Iterate on one domain locally

# Discover what's in the multilingual suite.
agentprdiff check suites/multilingual.py --list

# Run just the German cases.
agentprdiff check suites/multilingual.py --case "*_de_*"

# Live iteration on a single case.
agentprdiff review suites/multilingual.py --case basic_refund_de

Multiple suites, multiple agents, one check

A single suite file can declare more than one Suite:

suites/orchestration.py
from agentprdiff import case, suite
from agentprdiff.graders import contains, tool_called

billing = suite(name="billing", agent=billing_agent, cases=[...])
triage  = suite(name="triage",  agent=triage_agent,  cases=[...])
escalation = suite(name="escalation", agent=escalation_agent, cases=[...])

agentprdiff check suites/orchestration.py prints three tables, one per suite, and aggregates the exit code.

Expected output (truncated)

agentprdiff check — suite refund  (18/18 passed, 0 regressed)
…(table)…
agentprdiff check — suite abuse  (6/6 passed, 0 regressed)
…(table)…
agentprdiff check — suite escalation  (4/4 passed, 0 regressed)
…(table)…
agentprdiff check — suite multilingual  (9/9 passed, 0 regressed)
…(table)…
✓ no regressions.

Explanation

  • The runner doesn't care how many suites a file defines. The loader walks module-level Suite instances and runs each independently.
  • Per-suite files keep cases discoverable in your editor and make PR-scoped reviews trivial — a code reviewer sees suites/refund.py in the diff and knows to look at .agentprdiff/baselines/refund/ next to it.
  • Sharing _eval_agent.py is what makes per-domain files cheap to add.
  • Globbing suites/*.py from CI keeps the workflow YAML stable as you add files.
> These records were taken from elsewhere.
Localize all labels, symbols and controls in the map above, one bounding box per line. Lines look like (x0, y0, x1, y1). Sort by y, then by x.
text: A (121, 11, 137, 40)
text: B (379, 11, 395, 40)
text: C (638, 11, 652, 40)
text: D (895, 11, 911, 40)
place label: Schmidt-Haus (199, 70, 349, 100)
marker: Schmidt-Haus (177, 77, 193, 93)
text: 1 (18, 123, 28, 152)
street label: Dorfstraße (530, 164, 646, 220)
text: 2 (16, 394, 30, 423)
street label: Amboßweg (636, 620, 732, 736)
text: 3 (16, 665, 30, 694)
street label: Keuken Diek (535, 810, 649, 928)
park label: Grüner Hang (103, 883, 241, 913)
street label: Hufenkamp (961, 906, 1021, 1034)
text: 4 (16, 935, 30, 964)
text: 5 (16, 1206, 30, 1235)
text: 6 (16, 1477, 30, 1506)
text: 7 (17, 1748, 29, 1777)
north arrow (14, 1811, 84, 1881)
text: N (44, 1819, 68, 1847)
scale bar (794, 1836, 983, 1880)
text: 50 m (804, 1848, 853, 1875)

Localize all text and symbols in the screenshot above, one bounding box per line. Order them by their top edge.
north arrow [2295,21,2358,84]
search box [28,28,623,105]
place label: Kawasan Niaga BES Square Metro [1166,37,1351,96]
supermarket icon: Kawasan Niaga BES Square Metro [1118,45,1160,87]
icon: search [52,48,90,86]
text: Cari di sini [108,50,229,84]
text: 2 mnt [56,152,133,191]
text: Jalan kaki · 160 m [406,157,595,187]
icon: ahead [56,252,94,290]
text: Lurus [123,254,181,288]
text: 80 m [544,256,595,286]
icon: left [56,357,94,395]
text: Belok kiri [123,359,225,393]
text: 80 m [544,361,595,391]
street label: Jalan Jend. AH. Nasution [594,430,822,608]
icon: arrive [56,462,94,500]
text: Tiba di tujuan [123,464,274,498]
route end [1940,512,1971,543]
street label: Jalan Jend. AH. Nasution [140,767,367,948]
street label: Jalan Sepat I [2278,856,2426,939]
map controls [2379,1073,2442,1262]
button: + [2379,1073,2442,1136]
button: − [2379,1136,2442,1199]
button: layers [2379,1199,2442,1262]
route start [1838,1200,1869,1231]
Tips for very large suites

  • Tag slow cases. case(name="...", tags=["slow"]). Then agentprdiff check --skip slow for the fast PR gate, and a separate nightly job for the full set.
  • Use --case filtering in PR descriptions so a maintainer can reproduce a specific failure with one copy/paste.
  • Split by latency budget. Cases that legitimately need 30s of multi-turn agent loops shouldn't be alongside <1s cases — separate suites means separate .agentprdiff/baselines/ folders and faster re-records.